--- Data to use ---

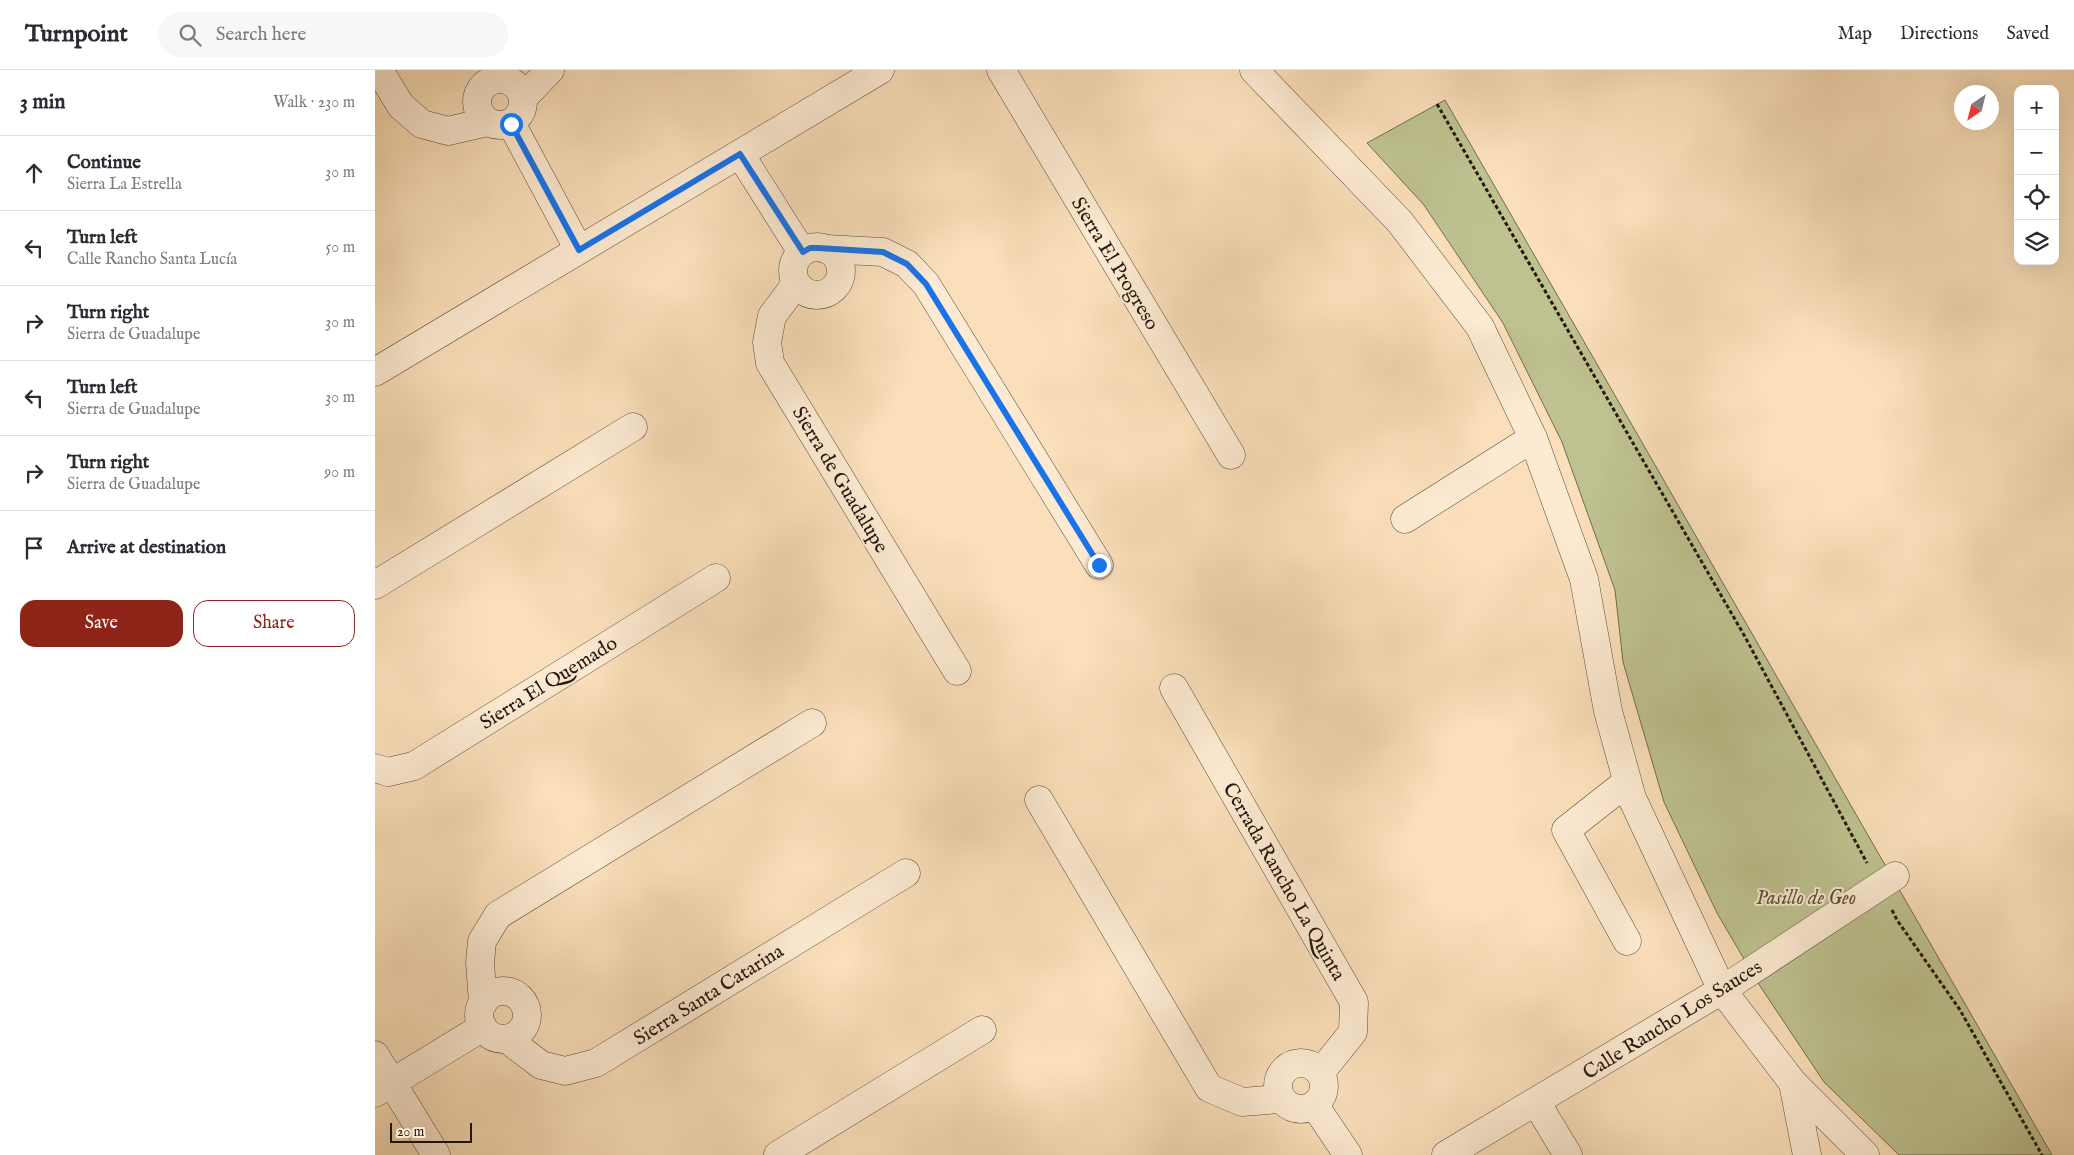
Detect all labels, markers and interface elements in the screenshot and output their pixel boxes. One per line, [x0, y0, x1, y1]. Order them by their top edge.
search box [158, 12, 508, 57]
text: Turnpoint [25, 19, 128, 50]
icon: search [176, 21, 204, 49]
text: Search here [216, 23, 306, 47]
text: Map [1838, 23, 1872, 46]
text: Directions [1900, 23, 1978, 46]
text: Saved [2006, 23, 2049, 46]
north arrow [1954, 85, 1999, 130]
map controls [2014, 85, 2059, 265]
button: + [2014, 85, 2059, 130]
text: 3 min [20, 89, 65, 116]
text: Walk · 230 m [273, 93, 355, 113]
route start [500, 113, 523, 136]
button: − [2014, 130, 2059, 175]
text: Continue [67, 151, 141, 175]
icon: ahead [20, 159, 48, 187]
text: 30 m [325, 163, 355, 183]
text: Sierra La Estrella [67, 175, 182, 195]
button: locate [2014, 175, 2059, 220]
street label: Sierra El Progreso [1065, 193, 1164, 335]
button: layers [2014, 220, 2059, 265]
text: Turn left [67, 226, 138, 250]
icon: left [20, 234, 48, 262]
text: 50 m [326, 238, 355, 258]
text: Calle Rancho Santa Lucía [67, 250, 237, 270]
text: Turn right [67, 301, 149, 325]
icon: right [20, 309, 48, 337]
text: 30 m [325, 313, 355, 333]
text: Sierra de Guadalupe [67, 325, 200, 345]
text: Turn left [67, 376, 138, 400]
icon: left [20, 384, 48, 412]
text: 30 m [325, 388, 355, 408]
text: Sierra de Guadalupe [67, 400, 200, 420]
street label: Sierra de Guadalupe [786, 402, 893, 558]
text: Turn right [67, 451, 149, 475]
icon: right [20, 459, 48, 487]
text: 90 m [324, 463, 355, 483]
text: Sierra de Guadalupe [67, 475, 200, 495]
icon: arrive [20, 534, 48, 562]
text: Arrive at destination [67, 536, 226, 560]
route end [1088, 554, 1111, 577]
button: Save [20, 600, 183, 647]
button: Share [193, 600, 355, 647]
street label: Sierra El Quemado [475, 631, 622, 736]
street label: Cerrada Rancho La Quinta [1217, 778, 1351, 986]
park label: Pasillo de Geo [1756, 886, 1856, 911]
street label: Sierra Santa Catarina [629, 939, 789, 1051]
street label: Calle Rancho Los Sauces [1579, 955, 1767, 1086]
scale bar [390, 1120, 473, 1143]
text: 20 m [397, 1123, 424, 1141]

---

_Work to be completed_
A word-for-word copy of all the data is required, minus the pictures.

_Exercise result_
Detect all labels, markers and interface elements in the screenshot and output their pixel boxes. One per line, [x0, y0, x1, y1]. Order them by their top edge.
search box [158, 12, 508, 57]
text: Turnpoint [25, 19, 128, 50]
icon: search [176, 21, 204, 49]
text: Search here [216, 23, 306, 47]
text: Map [1838, 23, 1872, 46]
text: Directions [1900, 23, 1978, 46]
text: Saved [2006, 23, 2049, 46]
north arrow [1954, 85, 1999, 130]
map controls [2014, 85, 2059, 265]
button: + [2014, 85, 2059, 130]
text: 3 min [20, 89, 65, 116]
text: Walk · 230 m [273, 93, 355, 113]
route start [500, 113, 523, 136]
button: − [2014, 130, 2059, 175]
text: Continue [67, 151, 141, 175]
icon: ahead [20, 159, 48, 187]
text: 30 m [325, 163, 355, 183]
text: Sierra La Estrella [67, 175, 182, 195]
button: locate [2014, 175, 2059, 220]
street label: Sierra El Progreso [1065, 193, 1164, 335]
button: layers [2014, 220, 2059, 265]
text: Turn left [67, 226, 138, 250]
icon: left [20, 234, 48, 262]
text: 50 m [326, 238, 355, 258]
text: Calle Rancho Santa Lucía [67, 250, 237, 270]
text: Turn right [67, 301, 149, 325]
icon: right [20, 309, 48, 337]
text: 30 m [325, 313, 355, 333]
text: Sierra de Guadalupe [67, 325, 200, 345]
text: Turn left [67, 376, 138, 400]
icon: left [20, 384, 48, 412]
text: 30 m [325, 388, 355, 408]
text: Sierra de Guadalupe [67, 400, 200, 420]
street label: Sierra de Guadalupe [786, 402, 893, 558]
text: Turn right [67, 451, 149, 475]
icon: right [20, 459, 48, 487]
text: 90 m [324, 463, 355, 483]
text: Sierra de Guadalupe [67, 475, 200, 495]
icon: arrive [20, 534, 48, 562]
text: Arrive at destination [67, 536, 226, 560]
route end [1088, 554, 1111, 577]
button: Save [20, 600, 183, 647]
button: Share [193, 600, 355, 647]
street label: Sierra El Quemado [475, 631, 622, 736]
street label: Cerrada Rancho La Quinta [1217, 778, 1351, 986]
park label: Pasillo de Geo [1756, 886, 1856, 911]
street label: Sierra Santa Catarina [629, 939, 789, 1051]
street label: Calle Rancho Los Sauces [1579, 955, 1767, 1086]
scale bar [390, 1120, 473, 1143]
text: 20 m [397, 1123, 424, 1141]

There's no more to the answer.